WHAT THE TASK ASKS — The response must reproduce exactly every line of the material below holding the word "index".

RECORDS FOR THIS EXERCISE —
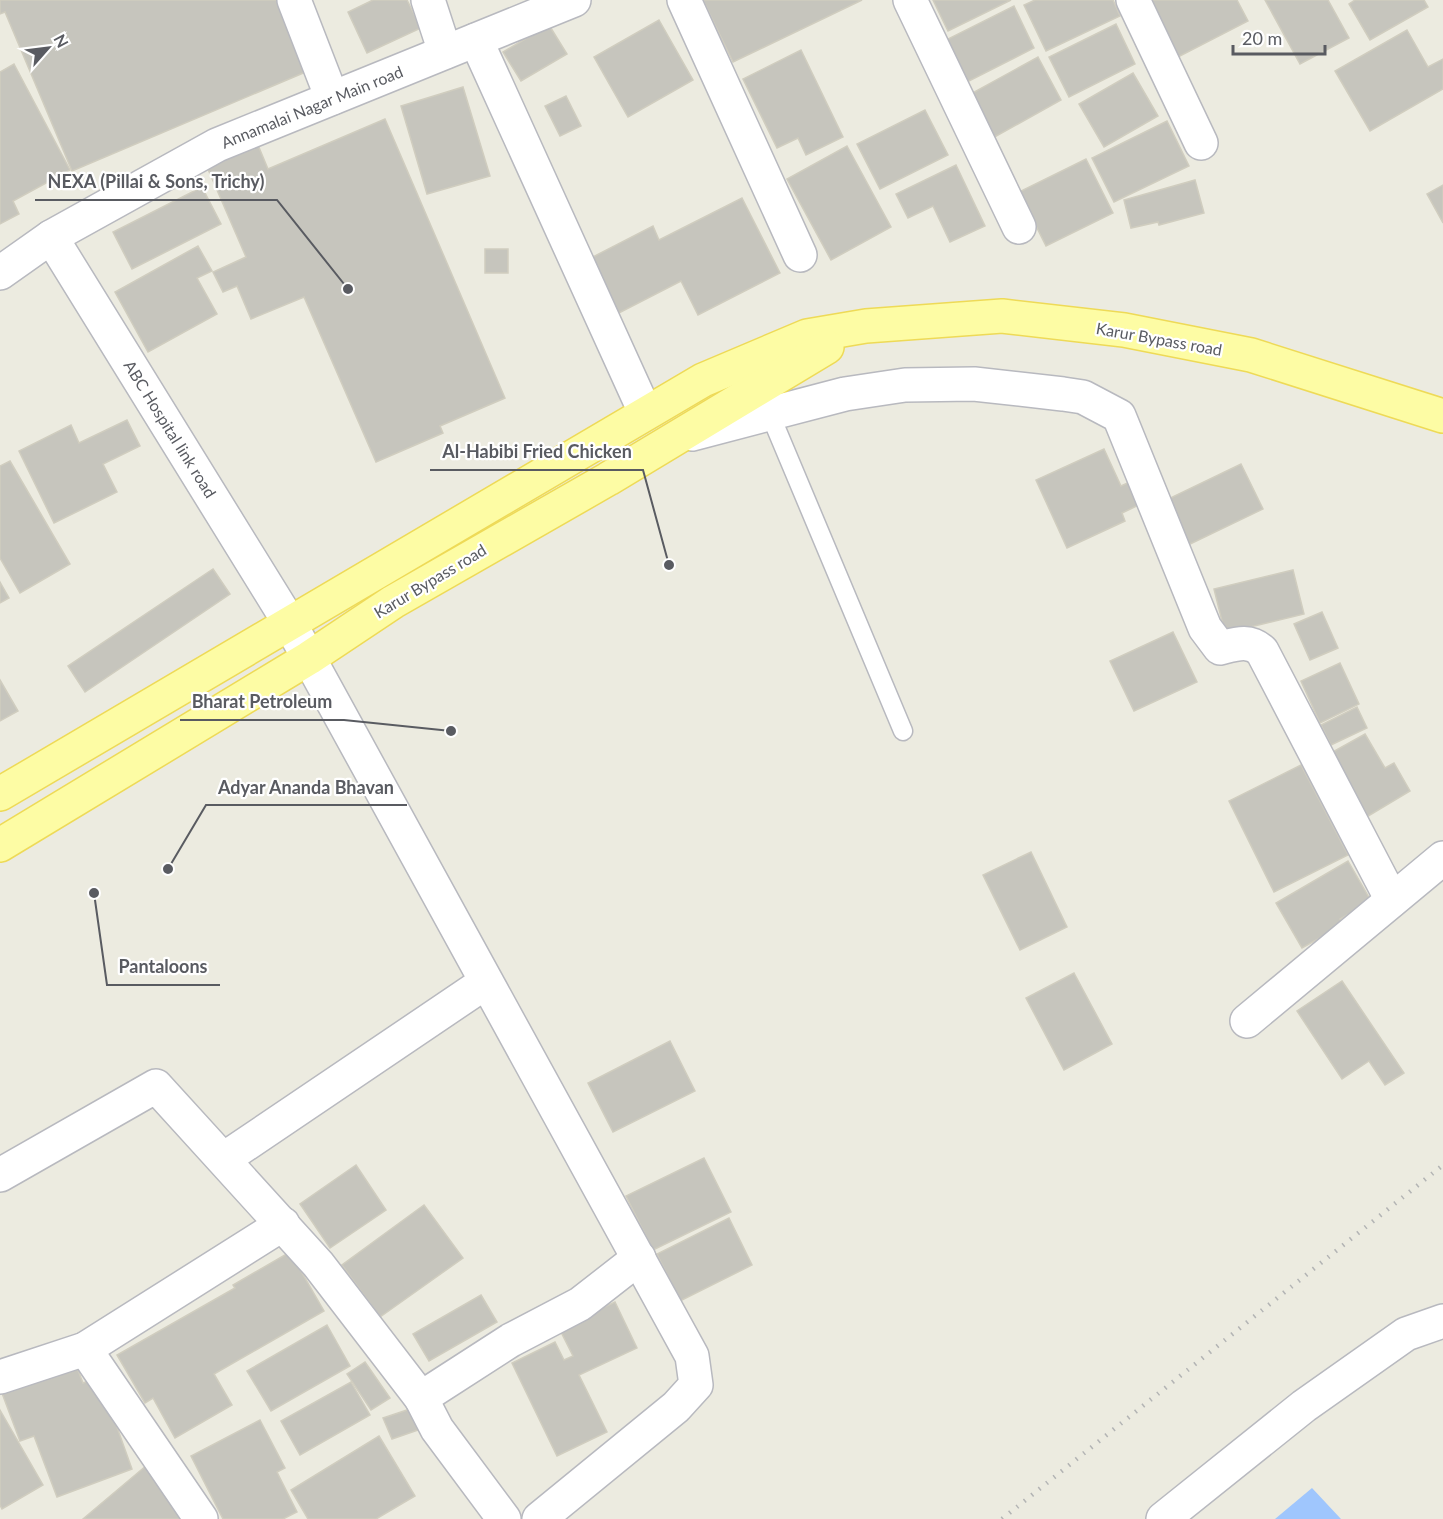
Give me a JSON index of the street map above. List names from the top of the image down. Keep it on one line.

...

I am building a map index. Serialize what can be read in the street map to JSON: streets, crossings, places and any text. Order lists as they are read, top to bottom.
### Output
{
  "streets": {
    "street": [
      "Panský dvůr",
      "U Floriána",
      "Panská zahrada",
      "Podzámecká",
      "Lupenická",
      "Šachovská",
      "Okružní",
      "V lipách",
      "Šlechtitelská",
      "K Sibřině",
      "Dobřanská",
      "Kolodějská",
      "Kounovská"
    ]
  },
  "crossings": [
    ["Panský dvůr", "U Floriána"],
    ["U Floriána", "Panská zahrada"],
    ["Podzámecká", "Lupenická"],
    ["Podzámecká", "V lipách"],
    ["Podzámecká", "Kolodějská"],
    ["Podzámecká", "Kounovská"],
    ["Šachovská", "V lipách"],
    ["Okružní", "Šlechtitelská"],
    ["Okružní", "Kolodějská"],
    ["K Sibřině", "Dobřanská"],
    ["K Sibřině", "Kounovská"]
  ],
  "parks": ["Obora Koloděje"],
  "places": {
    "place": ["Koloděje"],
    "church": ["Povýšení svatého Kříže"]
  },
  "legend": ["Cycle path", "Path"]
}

--

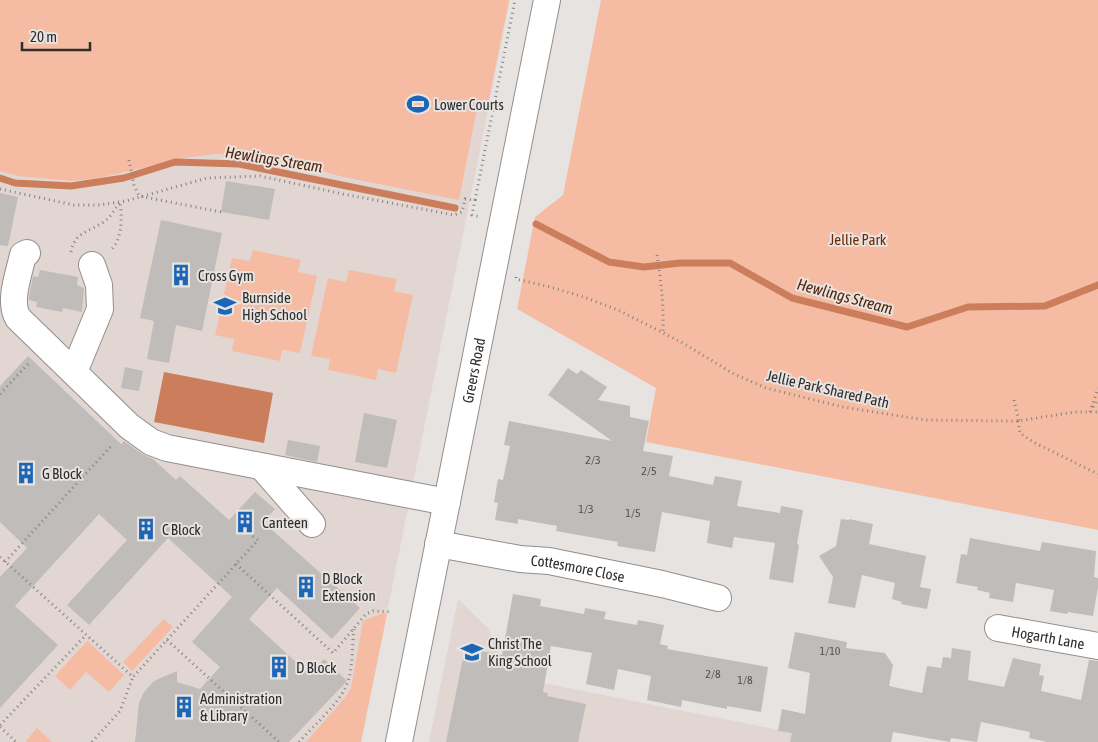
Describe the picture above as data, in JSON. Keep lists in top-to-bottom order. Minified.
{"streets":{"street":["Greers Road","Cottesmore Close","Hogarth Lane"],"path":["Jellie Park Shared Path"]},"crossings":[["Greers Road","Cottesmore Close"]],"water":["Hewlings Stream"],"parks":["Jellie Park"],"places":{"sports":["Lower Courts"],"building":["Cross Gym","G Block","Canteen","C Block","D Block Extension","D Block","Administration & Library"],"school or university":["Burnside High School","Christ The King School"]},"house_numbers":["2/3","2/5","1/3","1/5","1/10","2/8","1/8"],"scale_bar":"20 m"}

RESULT OF THIS TASK —
Give me a JSON index of the street map above. List names from the top of the image down. Keep it on one line.
I am building a map index. Serialize what can be read in the street map to JSON: streets, crossings, places and any text. Order lists as they are read, top to bottom.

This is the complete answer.